Reproduce the entries below in full and without error.

*** Input for this task Section Begins ***

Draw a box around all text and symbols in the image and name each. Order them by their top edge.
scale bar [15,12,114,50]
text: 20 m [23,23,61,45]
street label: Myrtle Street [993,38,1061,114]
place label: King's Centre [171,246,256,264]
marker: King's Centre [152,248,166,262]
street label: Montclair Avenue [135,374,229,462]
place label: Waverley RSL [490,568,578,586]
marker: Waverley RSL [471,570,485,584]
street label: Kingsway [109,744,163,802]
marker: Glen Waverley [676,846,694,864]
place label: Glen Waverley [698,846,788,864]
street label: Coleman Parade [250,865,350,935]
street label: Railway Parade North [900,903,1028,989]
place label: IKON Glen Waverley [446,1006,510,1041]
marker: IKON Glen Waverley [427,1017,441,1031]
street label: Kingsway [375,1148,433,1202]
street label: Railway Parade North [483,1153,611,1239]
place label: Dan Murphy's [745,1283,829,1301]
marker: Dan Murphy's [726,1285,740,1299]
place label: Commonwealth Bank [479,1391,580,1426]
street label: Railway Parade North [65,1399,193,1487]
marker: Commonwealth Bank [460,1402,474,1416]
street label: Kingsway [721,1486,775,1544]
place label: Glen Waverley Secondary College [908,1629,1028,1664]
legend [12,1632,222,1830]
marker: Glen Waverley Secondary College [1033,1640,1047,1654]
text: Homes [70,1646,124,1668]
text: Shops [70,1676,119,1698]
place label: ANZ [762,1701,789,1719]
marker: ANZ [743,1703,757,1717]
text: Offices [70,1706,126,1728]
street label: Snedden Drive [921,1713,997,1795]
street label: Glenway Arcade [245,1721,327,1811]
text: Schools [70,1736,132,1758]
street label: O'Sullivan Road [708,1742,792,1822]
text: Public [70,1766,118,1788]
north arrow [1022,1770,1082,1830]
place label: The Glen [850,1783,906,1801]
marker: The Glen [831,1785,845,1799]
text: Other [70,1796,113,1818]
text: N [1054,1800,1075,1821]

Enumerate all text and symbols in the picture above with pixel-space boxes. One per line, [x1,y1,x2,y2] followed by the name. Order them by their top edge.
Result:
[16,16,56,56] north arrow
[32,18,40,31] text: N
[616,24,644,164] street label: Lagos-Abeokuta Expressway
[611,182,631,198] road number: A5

*** Input for this task Section Ends ***

### Solution to the problem
Draw a box around all text and symbols in the image and name each. Order them by their top edge.
scale bar [15,12,114,50]
text: 20 m [23,23,61,45]
street label: Myrtle Street [993,38,1061,114]
place label: King's Centre [171,246,256,264]
marker: King's Centre [152,248,166,262]
street label: Montclair Avenue [135,374,229,462]
place label: Waverley RSL [490,568,578,586]
marker: Waverley RSL [471,570,485,584]
street label: Kingsway [109,744,163,802]
marker: Glen Waverley [676,846,694,864]
place label: Glen Waverley [698,846,788,864]
street label: Coleman Parade [250,865,350,935]
street label: Railway Parade North [900,903,1028,989]
place label: IKON Glen Waverley [446,1006,510,1041]
marker: IKON Glen Waverley [427,1017,441,1031]
street label: Kingsway [375,1148,433,1202]
street label: Railway Parade North [483,1153,611,1239]
place label: Dan Murphy's [745,1283,829,1301]
marker: Dan Murphy's [726,1285,740,1299]
place label: Commonwealth Bank [479,1391,580,1426]
street label: Railway Parade North [65,1399,193,1487]
marker: Commonwealth Bank [460,1402,474,1416]
street label: Kingsway [721,1486,775,1544]
place label: Glen Waverley Secondary College [908,1629,1028,1664]
legend [12,1632,222,1830]
marker: Glen Waverley Secondary College [1033,1640,1047,1654]
text: Homes [70,1646,124,1668]
text: Shops [70,1676,119,1698]
place label: ANZ [762,1701,789,1719]
marker: ANZ [743,1703,757,1717]
text: Offices [70,1706,126,1728]
street label: Snedden Drive [921,1713,997,1795]
street label: Glenway Arcade [245,1721,327,1811]
text: Schools [70,1736,132,1758]
street label: O'Sullivan Road [708,1742,792,1822]
text: Public [70,1766,118,1788]
north arrow [1022,1770,1082,1830]
place label: The Glen [850,1783,906,1801]
marker: The Glen [831,1785,845,1799]
text: Other [70,1796,113,1818]
text: N [1054,1800,1075,1821]

Enumerate all text and symbols in the picture above with pixel-space boxes. One per line, [x1,y1,x2,y2] followed by the name. Order them by their top edge.
Result:
[16,16,56,56] north arrow
[32,18,40,31] text: N
[616,24,644,164] street label: Lagos-Abeokuta Expressway
[611,182,631,198] road number: A5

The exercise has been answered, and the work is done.